> **Work instruction**
Take each line of the records below that contains the string "position" and copy it.

[Stored items]
---------------

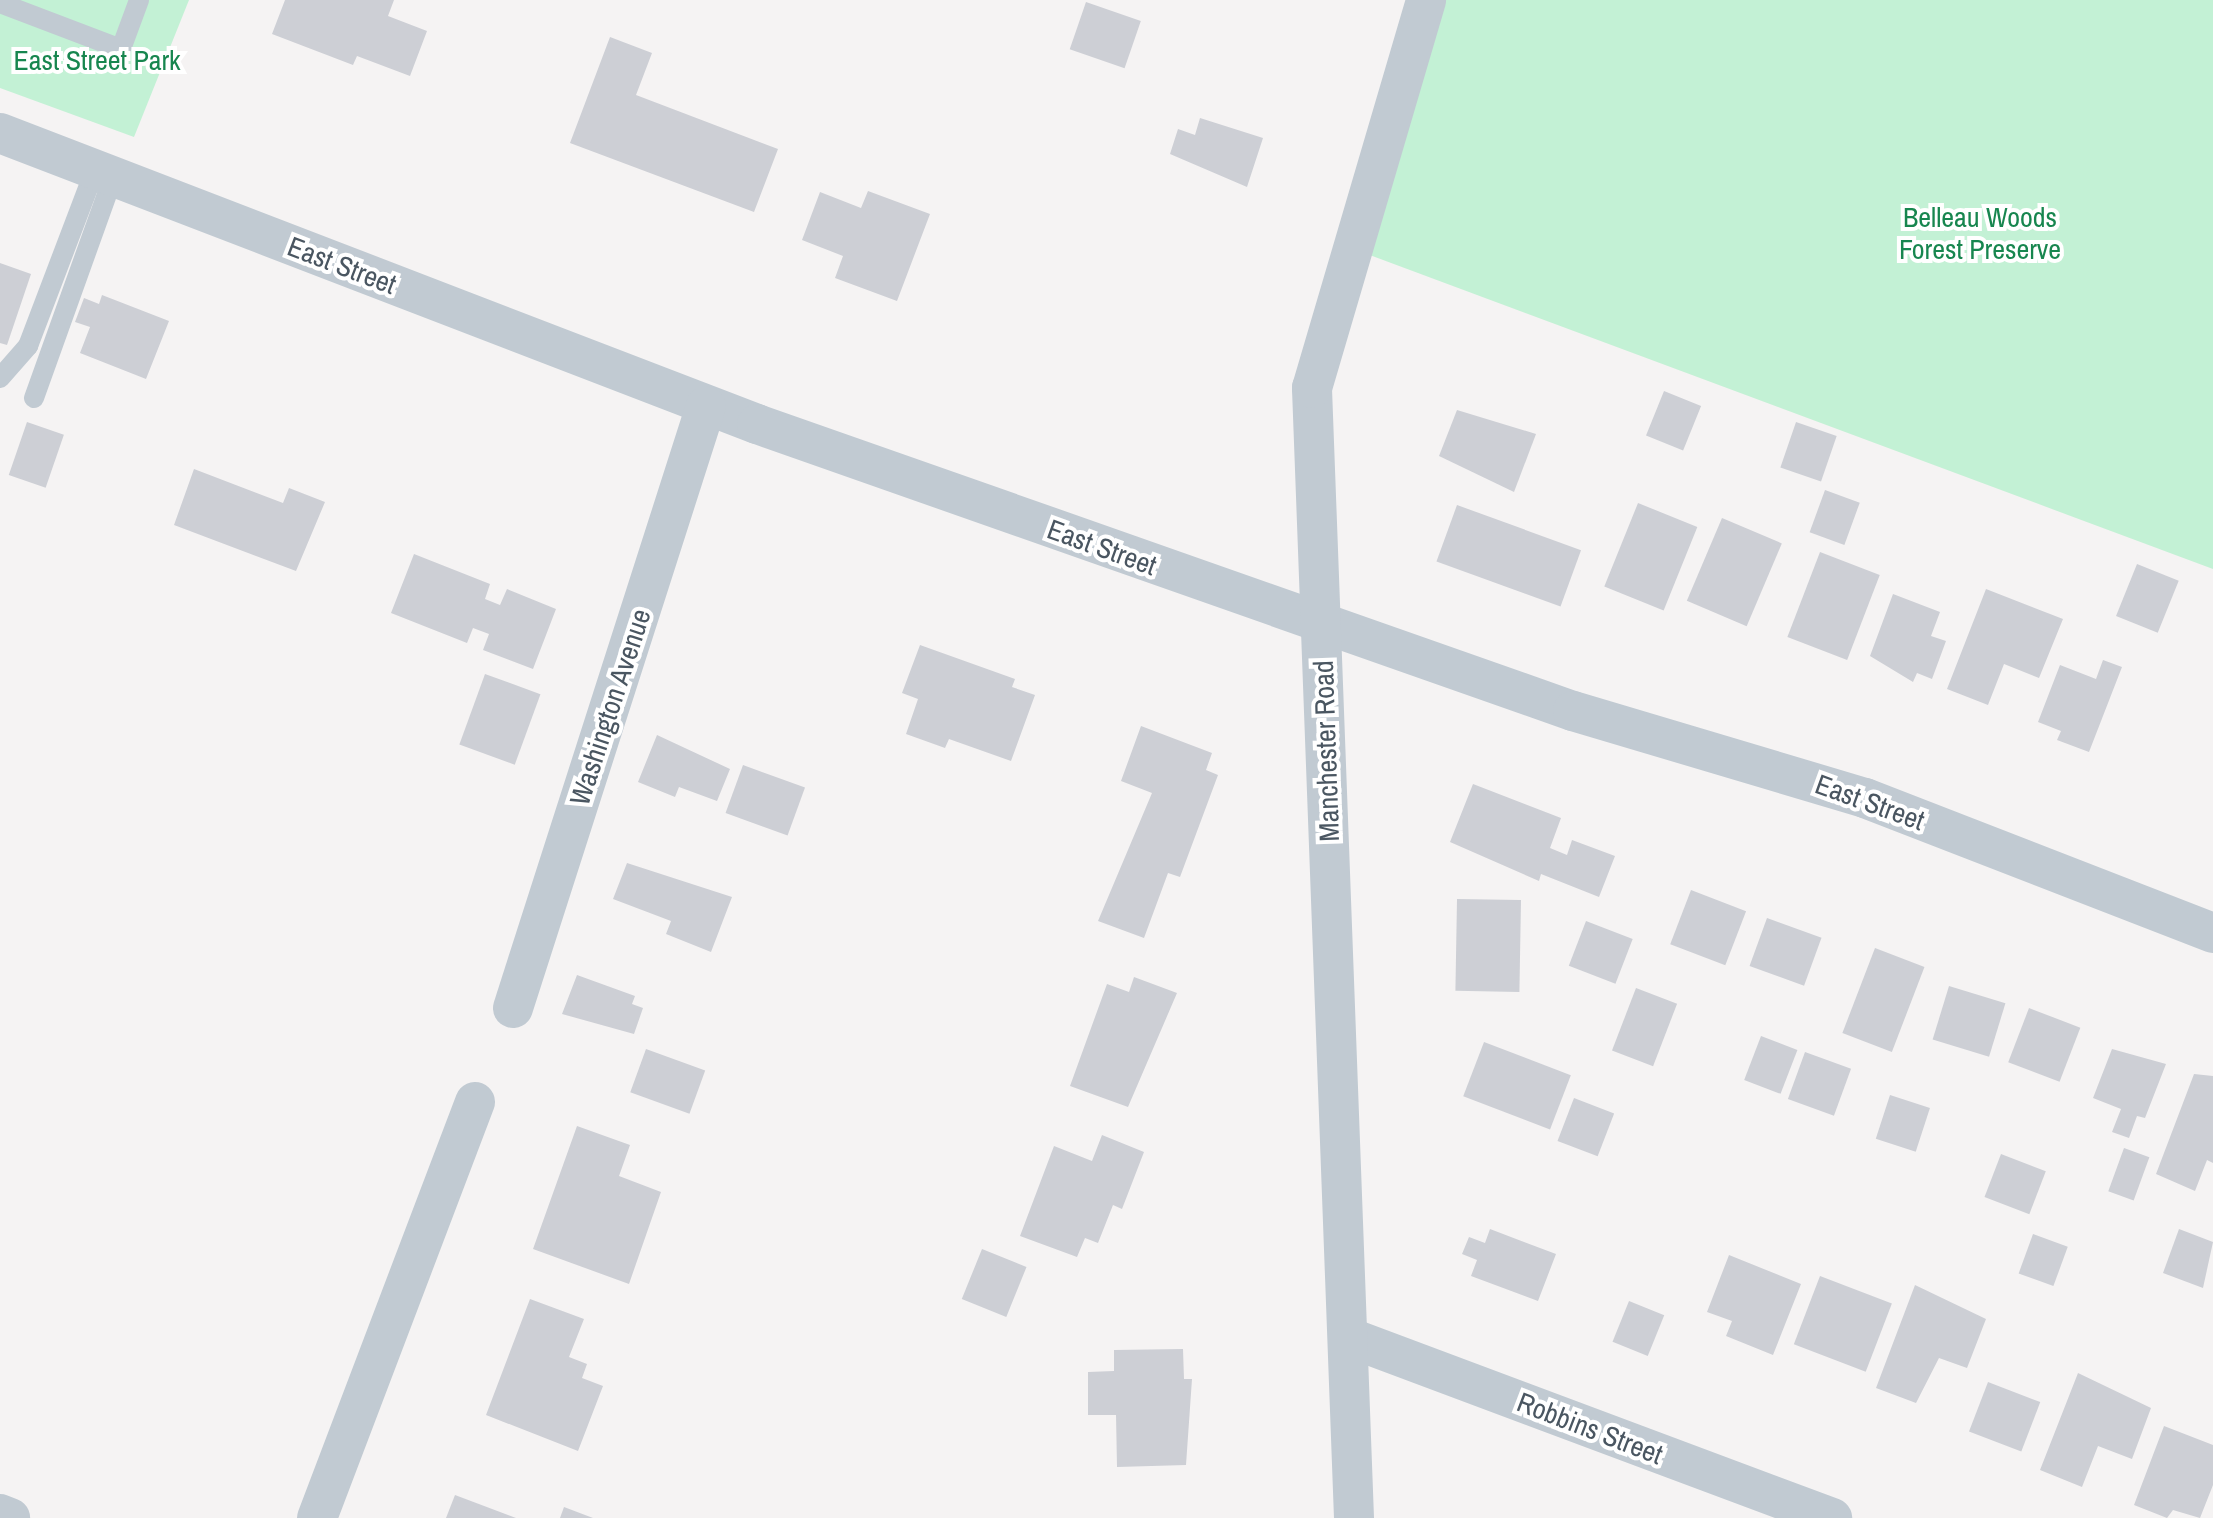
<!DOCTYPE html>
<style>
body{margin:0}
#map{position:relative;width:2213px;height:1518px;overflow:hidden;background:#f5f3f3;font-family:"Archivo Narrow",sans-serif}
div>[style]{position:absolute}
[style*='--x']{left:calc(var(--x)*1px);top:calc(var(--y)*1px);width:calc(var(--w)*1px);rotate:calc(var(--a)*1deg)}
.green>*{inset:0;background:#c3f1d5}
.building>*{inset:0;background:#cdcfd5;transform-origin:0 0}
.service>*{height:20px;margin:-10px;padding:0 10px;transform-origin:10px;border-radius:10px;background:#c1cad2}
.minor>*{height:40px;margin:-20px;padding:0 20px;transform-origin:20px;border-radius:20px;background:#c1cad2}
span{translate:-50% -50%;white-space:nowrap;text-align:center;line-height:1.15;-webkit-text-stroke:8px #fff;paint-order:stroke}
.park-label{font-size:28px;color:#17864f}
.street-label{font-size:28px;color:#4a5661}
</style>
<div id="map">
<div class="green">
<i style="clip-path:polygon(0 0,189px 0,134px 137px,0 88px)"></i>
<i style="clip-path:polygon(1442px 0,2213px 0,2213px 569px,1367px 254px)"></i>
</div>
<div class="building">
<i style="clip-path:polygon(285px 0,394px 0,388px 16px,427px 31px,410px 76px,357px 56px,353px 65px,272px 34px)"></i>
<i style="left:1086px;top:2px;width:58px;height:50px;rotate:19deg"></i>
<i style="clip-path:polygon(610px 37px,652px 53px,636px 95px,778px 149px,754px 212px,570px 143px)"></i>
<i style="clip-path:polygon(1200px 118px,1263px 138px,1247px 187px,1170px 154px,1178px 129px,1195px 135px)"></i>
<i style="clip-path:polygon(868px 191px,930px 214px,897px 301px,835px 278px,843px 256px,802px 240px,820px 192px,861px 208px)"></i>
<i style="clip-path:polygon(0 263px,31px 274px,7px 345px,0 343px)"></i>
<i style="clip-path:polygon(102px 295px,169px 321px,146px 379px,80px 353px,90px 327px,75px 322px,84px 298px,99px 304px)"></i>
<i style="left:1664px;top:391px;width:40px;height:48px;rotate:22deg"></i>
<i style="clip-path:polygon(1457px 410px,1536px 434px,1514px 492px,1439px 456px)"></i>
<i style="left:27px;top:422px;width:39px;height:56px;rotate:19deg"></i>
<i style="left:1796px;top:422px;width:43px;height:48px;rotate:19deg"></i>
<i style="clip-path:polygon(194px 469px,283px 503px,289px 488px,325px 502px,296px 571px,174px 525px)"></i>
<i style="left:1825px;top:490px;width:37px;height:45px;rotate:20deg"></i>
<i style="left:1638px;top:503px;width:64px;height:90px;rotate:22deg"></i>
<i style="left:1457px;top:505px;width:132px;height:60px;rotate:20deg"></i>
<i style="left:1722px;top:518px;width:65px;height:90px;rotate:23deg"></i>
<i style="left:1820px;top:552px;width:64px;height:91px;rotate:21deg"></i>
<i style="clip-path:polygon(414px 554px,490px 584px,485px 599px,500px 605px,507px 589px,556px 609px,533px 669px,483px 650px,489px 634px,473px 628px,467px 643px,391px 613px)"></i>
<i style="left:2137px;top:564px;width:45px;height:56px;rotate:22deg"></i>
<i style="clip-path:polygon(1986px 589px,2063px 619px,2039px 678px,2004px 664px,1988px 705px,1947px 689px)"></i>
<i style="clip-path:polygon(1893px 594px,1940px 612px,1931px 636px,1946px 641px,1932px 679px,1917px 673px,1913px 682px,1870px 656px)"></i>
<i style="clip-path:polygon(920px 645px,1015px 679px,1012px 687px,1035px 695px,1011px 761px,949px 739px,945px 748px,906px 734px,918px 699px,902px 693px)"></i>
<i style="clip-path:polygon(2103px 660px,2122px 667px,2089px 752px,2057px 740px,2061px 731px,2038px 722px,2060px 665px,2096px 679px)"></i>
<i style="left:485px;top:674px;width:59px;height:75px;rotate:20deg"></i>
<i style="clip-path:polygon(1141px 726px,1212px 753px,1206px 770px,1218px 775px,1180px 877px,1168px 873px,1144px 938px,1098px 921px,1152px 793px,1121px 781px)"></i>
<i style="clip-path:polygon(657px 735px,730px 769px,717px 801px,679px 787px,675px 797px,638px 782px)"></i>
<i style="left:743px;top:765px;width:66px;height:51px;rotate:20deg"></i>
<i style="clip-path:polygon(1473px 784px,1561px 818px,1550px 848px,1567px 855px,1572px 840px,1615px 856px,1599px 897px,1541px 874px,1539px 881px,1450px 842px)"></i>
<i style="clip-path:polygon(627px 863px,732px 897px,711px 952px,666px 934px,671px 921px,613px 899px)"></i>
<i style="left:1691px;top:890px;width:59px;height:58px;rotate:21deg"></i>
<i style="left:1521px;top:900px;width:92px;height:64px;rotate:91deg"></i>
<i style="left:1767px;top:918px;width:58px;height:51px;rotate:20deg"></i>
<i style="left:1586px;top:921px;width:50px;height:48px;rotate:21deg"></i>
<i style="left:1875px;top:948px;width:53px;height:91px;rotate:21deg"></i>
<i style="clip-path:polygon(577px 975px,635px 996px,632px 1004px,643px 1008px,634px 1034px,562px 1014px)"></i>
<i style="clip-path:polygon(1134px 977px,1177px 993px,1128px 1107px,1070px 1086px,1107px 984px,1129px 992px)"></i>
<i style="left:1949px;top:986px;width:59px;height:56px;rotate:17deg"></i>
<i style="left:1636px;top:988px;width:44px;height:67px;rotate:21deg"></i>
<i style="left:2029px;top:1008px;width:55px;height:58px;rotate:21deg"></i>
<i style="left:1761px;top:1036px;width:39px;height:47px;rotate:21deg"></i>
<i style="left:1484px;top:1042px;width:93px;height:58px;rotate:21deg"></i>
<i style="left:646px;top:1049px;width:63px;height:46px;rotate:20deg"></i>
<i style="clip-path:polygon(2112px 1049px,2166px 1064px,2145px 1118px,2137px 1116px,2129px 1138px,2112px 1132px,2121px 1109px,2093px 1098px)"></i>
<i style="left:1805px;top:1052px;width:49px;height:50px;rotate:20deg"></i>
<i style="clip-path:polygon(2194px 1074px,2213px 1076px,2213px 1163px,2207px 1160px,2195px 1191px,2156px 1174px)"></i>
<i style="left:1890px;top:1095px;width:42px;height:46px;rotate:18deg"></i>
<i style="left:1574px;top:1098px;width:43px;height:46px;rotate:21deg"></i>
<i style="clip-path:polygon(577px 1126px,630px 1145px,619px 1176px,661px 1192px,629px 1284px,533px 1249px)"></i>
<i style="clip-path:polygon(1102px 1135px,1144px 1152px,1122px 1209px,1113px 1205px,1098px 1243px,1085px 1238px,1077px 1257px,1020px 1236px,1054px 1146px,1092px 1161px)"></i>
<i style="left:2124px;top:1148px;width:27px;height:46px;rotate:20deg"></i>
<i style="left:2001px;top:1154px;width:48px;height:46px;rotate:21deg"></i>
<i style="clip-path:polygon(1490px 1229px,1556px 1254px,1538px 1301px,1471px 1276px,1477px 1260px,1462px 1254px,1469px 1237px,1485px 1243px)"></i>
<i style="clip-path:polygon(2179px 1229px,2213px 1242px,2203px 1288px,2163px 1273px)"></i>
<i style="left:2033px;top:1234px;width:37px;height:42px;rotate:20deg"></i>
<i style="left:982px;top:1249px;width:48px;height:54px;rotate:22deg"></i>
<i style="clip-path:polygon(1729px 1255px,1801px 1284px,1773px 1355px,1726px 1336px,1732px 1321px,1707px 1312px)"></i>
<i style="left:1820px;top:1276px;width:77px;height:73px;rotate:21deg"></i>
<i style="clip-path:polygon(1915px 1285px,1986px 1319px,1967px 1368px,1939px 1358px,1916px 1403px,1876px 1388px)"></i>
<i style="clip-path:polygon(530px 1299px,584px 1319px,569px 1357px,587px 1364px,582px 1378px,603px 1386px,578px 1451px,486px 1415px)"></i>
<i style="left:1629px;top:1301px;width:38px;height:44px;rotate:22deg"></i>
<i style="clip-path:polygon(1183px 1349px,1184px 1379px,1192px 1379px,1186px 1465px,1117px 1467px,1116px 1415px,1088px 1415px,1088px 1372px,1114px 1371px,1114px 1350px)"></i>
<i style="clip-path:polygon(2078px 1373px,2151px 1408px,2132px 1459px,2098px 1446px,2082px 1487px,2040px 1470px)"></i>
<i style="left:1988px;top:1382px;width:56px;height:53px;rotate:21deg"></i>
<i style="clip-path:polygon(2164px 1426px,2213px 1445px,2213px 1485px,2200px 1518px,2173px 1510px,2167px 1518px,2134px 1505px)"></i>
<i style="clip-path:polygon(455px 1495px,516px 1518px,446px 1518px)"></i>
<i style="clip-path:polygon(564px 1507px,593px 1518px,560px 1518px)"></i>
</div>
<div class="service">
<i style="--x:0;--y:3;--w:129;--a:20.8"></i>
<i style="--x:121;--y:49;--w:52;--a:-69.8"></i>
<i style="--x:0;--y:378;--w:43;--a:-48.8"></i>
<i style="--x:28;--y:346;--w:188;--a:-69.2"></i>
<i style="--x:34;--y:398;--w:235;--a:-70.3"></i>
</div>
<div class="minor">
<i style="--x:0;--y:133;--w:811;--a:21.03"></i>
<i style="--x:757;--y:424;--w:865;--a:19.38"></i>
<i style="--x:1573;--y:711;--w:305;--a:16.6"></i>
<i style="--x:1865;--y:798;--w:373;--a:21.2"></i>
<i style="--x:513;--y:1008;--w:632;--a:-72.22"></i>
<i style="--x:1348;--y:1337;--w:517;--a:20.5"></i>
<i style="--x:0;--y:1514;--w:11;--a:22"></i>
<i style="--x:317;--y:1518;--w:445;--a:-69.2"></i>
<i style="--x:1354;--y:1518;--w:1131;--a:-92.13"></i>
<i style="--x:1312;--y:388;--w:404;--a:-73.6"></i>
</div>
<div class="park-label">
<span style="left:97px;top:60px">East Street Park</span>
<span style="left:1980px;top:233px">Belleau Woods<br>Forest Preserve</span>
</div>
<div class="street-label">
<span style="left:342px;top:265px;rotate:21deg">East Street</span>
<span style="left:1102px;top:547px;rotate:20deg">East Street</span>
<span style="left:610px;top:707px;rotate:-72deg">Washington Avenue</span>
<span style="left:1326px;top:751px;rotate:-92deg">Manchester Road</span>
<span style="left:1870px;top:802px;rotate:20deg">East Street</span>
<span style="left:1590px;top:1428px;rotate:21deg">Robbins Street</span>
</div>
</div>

---------------

> **Answer area**
#map{position:relative;width:2213px;height:1518px;overflow:hidden;background:#f5f3f3;font-family:"Archivo Narrow",sans-serif}
div>[style]{position:absolute}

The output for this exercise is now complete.